LENS-RELATED DRY EYE
The
Latest Research and Treatment Options for Lens-Related Dry Eye
Recent studies shed light on what's new and
what's on the horizon for managing lens-related dry eye.
By Kelly K. Nichols, OD, MPH, PhD, & Jason
J. Nichols, OD, MPH, PhD
We can't seem to get away from dry eye. With up to 12 million North Americans experiencing the disorder and more than 25 percent of contact lens wearers experiencing dry eye symptoms, there's been a push for new treatments, improved diagnostic techniques and new theories on dry eye etiology.
Dry eye syndrome is a disorder of the anterior ocular surface characterized by symptoms of dryness, irritation (discomfort) and grittiness. Contact lens-related dry eye is a related disease characterized by reduced comfortable contact lens wearing time and feelings of dryness or irritation, which may or may not go away following lens removal.

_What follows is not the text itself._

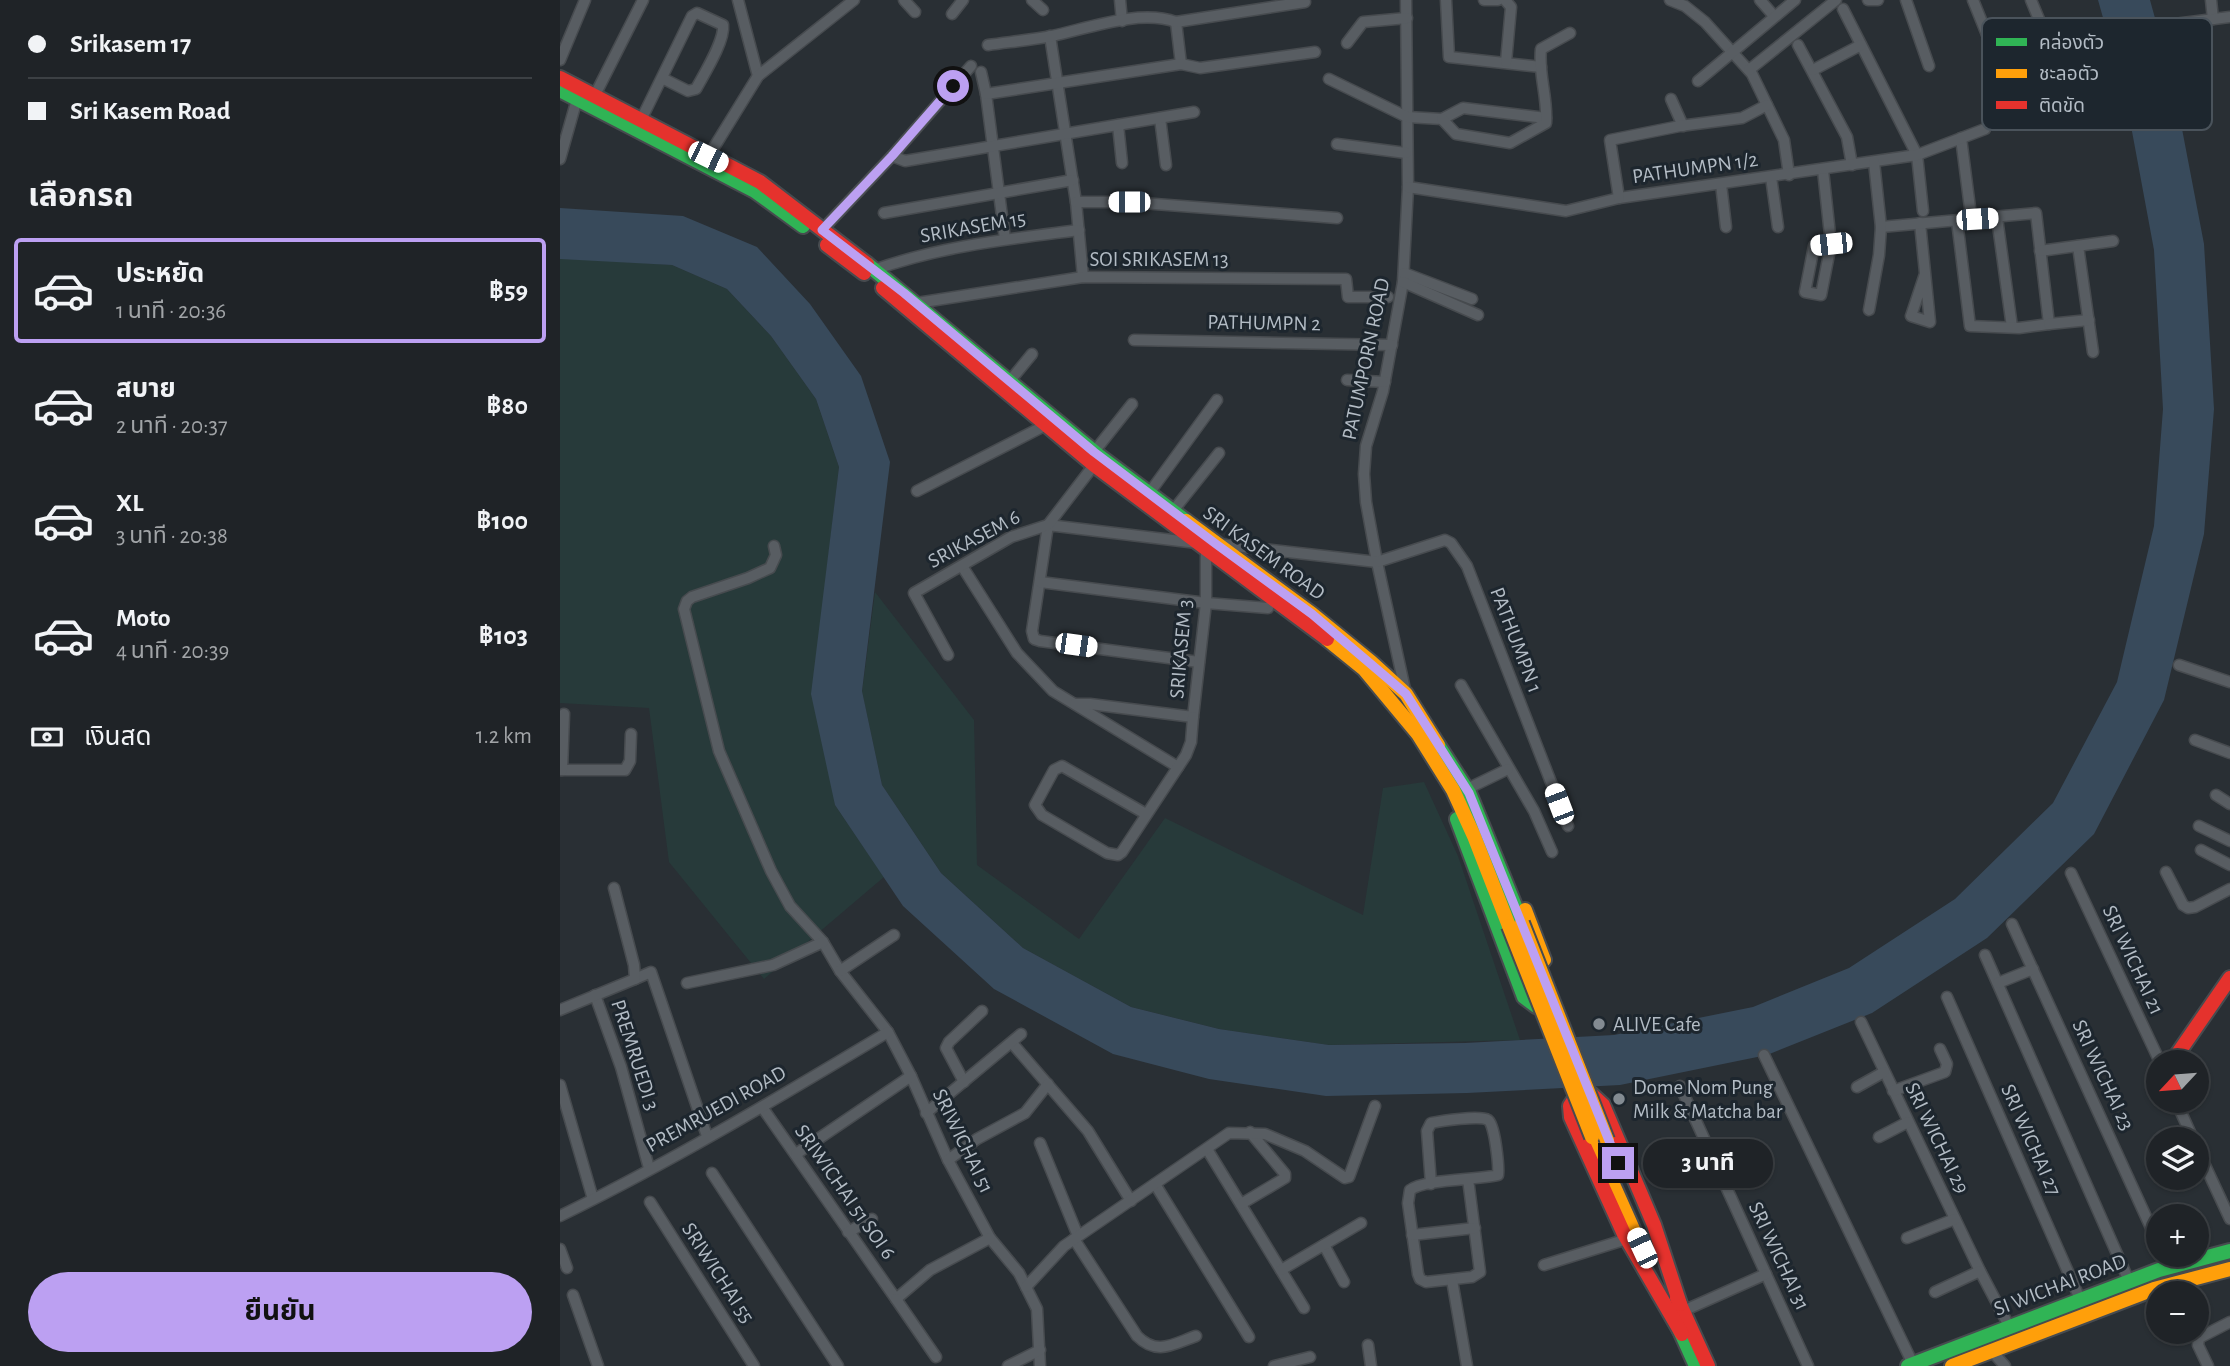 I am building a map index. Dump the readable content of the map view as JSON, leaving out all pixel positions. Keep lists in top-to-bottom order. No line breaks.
{"streets":{"main road":["SRI KASEM ROAD","SI WICHAI ROAD"],"street":["PATHUMPN 1/2","SRIKASEM 15","SOI SRIKASEM 13","PATHUMPN 2","PATUMPORN ROAD","SRIKASEM 6","PATHUMPN 1","SRIKASEM 3","SRI WICHAI 21","PREMRUEDI 3","SRI WICHAI 23","PREMRUEDI ROAD","SRI WICHAI 29","SRI WICHAI 27","SRIWICHAI 51","SRIWICHAI 51 SOI 6","SRI WICHAI 31","SRIWICHAI 55"]},"crossings":[["PATHUMPN 1/2","PATUMPORN ROAD"],["SRIKASEM 15","SRI KASEM ROAD"],["SOI SRIKASEM 13","SRI KASEM ROAD"],["PATHUMPN 2","PATUMPORN ROAD"],["PATUMPORN ROAD","SRI KASEM ROAD"],["PATUMPORN ROAD","PATHUMPN 1"],["SRIKASEM 6","SRI KASEM ROAD"],["SRI KASEM ROAD","SRIKASEM 3"],["PREMRUEDI 3","PREMRUEDI ROAD"],["PREMRUEDI ROAD","SRIWICHAI 51"],["PREMRUEDI ROAD","SRIWICHAI 51 SOI 6"],["SRI WICHAI 29","SI WICHAI ROAD"],["SRI WICHAI 27","SI WICHAI ROAD"]],"places":["ALIVE Cafe","Dome Nom Pung Milk & Matcha bar"],"legend":["คล่องตัว","ชะลอตัว","ติดขัด"],"north":"bottom left","page":{"banner":["Srikasem 17","Sri Kasem Road"],"heading":"เลือกรถ","list":[{"name":"ประหยัด","note":"1 นาที · 20:36","value":"฿59"},{"name":"สบาย","note":"2 นาที · 20:37","value":"฿80"},{"name":"XL","note":"3 นาที · 20:38","value":"฿100"},{"name":"Moto","note":"4 นาที · 20:39","value":"฿103"}],"pay":["เงินสด","1.2 km"],"map_buttons":["+","−"],"bubble":"3 นาที","buttons":"ยืนยัน"}} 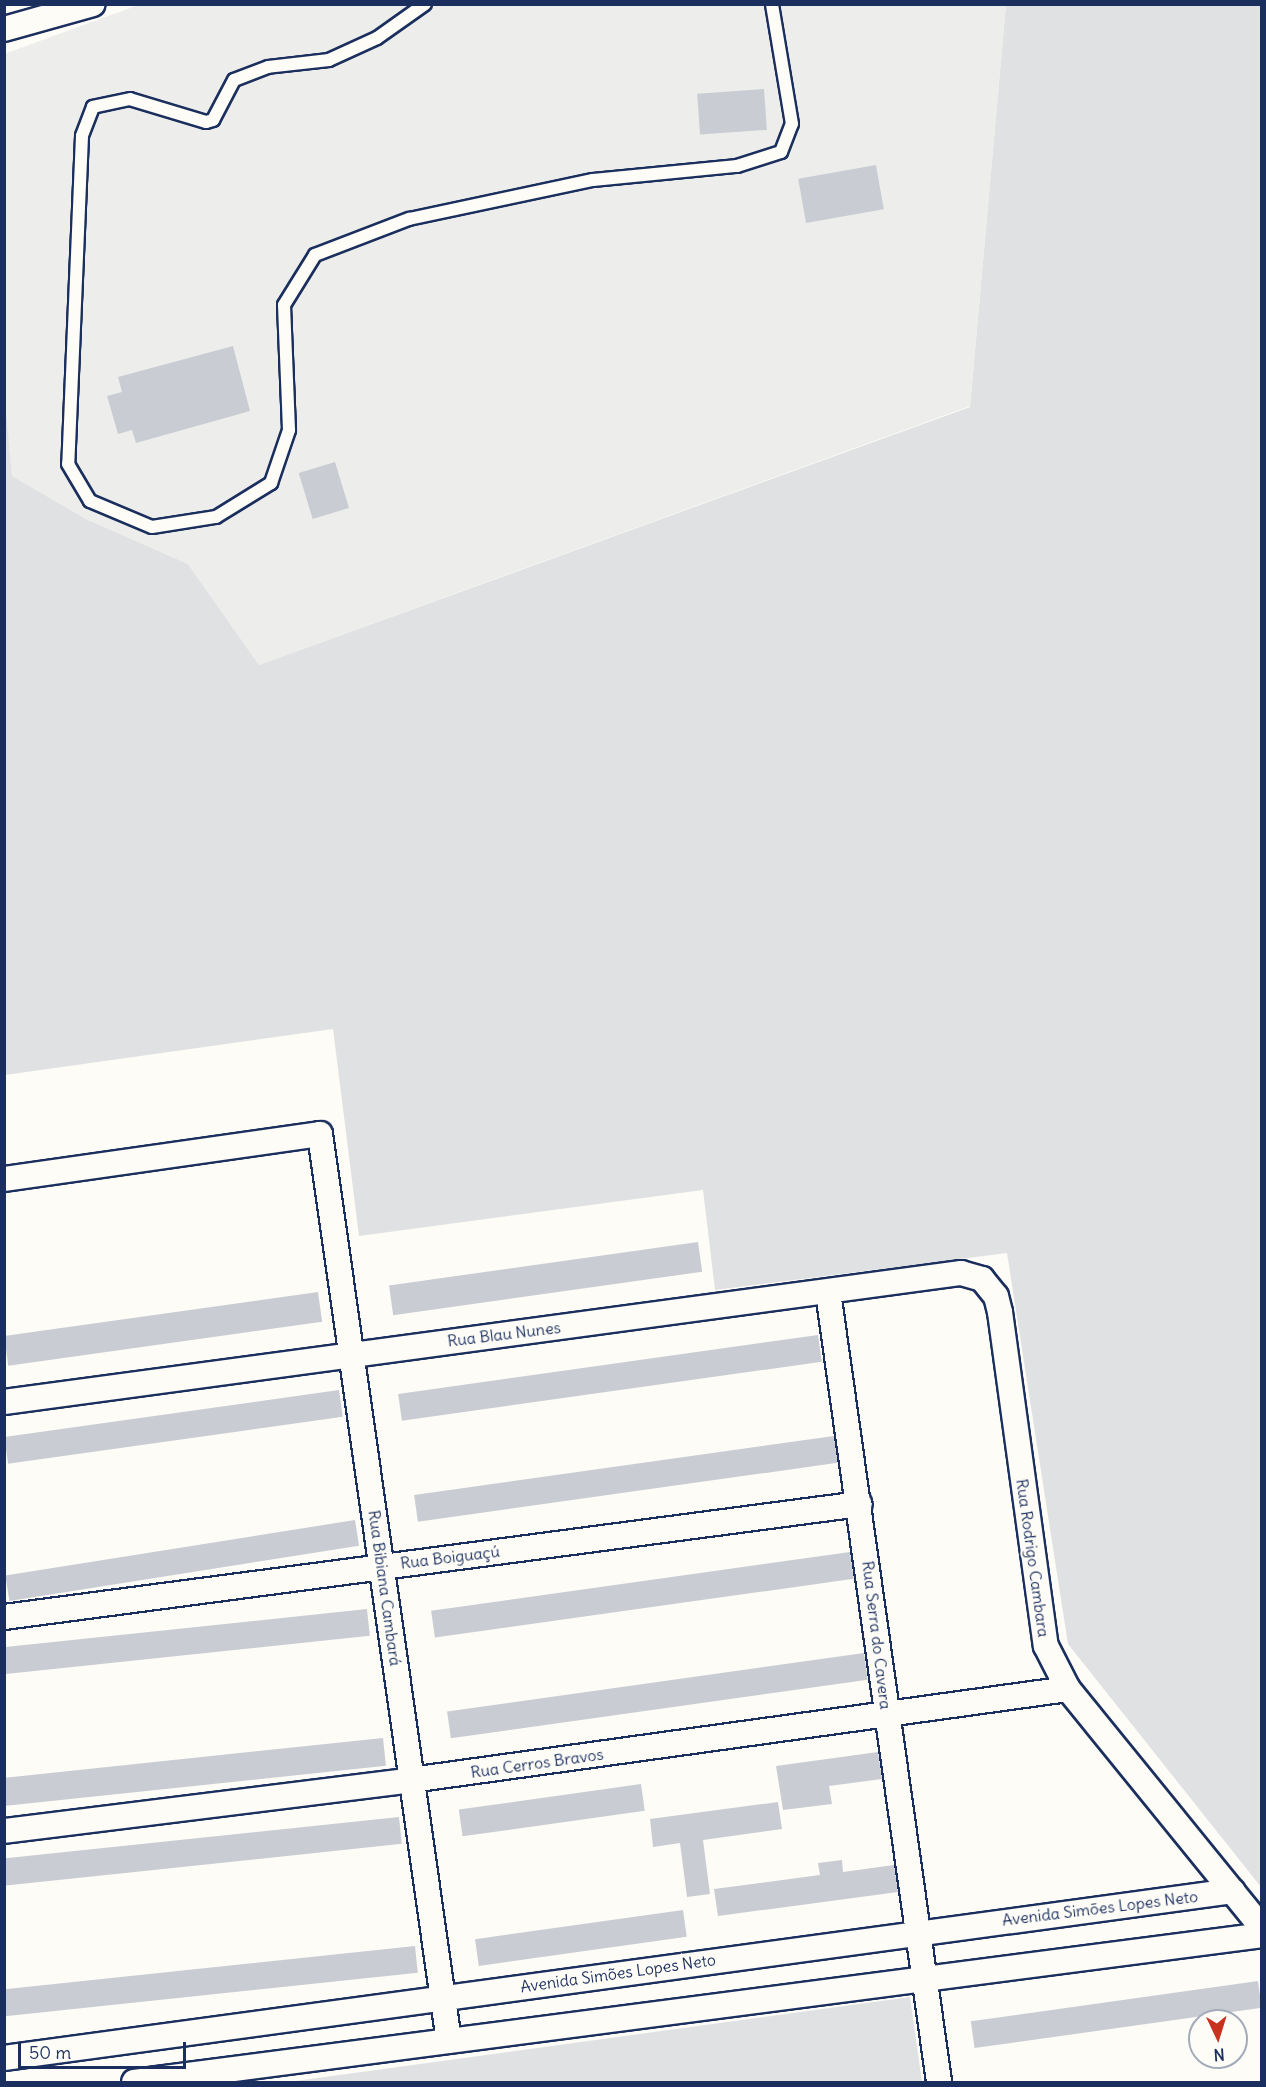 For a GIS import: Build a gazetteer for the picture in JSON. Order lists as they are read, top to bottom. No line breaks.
{"streets":{"street":["Rua Blau Nunes","Rua Boiguaçú","Rua Rodrigo Cambara","Rua Bibiana Cambará","Rua Serra do Cavera","Rua Cerros Bravos","Avenida Simões Lopes Neto"]},"crossings":[["Rua Blau Nunes","Rua Rodrigo Cambara"],["Rua Blau Nunes","Rua Bibiana Cambará"],["Rua Blau Nunes","Rua Serra do Cavera"],["Rua Boiguaçú","Rua Bibiana Cambará"],["Rua Boiguaçú","Rua Serra do Cavera"],["Rua Rodrigo Cambara","Rua Cerros Bravos"],["Rua Rodrigo Cambara","Avenida Simões Lopes Neto"],["Rua Bibiana Cambará","Rua Cerros Bravos"],["Rua Bibiana Cambará","Avenida Simões Lopes Neto"],["Rua Serra do Cavera","Rua Cerros Bravos"],["Rua Serra do Cavera","Avenida Simões Lopes Neto"]],"scale_bar":"50 m","north":"bottom"}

Something Old, Something New
Over the last 15 years, research in the area of dry eye with and without contact lenses has significantly increased, largely driven by the report of the National Eye Institute and Industry workshop on clinical trials in dry eye (Lemp, 1995). This workshop attempted to systematically define dry eye, to set forth a classification scheme for different types of dry eye and to recommend diagnostic criteria for the diagnosis of dry eye for clinical researchers. While the workshop provided a framework for the study of dry eye, the report highlighted many areas in which knowledge about dry eye, including contact lens-related dry eye, was lacking.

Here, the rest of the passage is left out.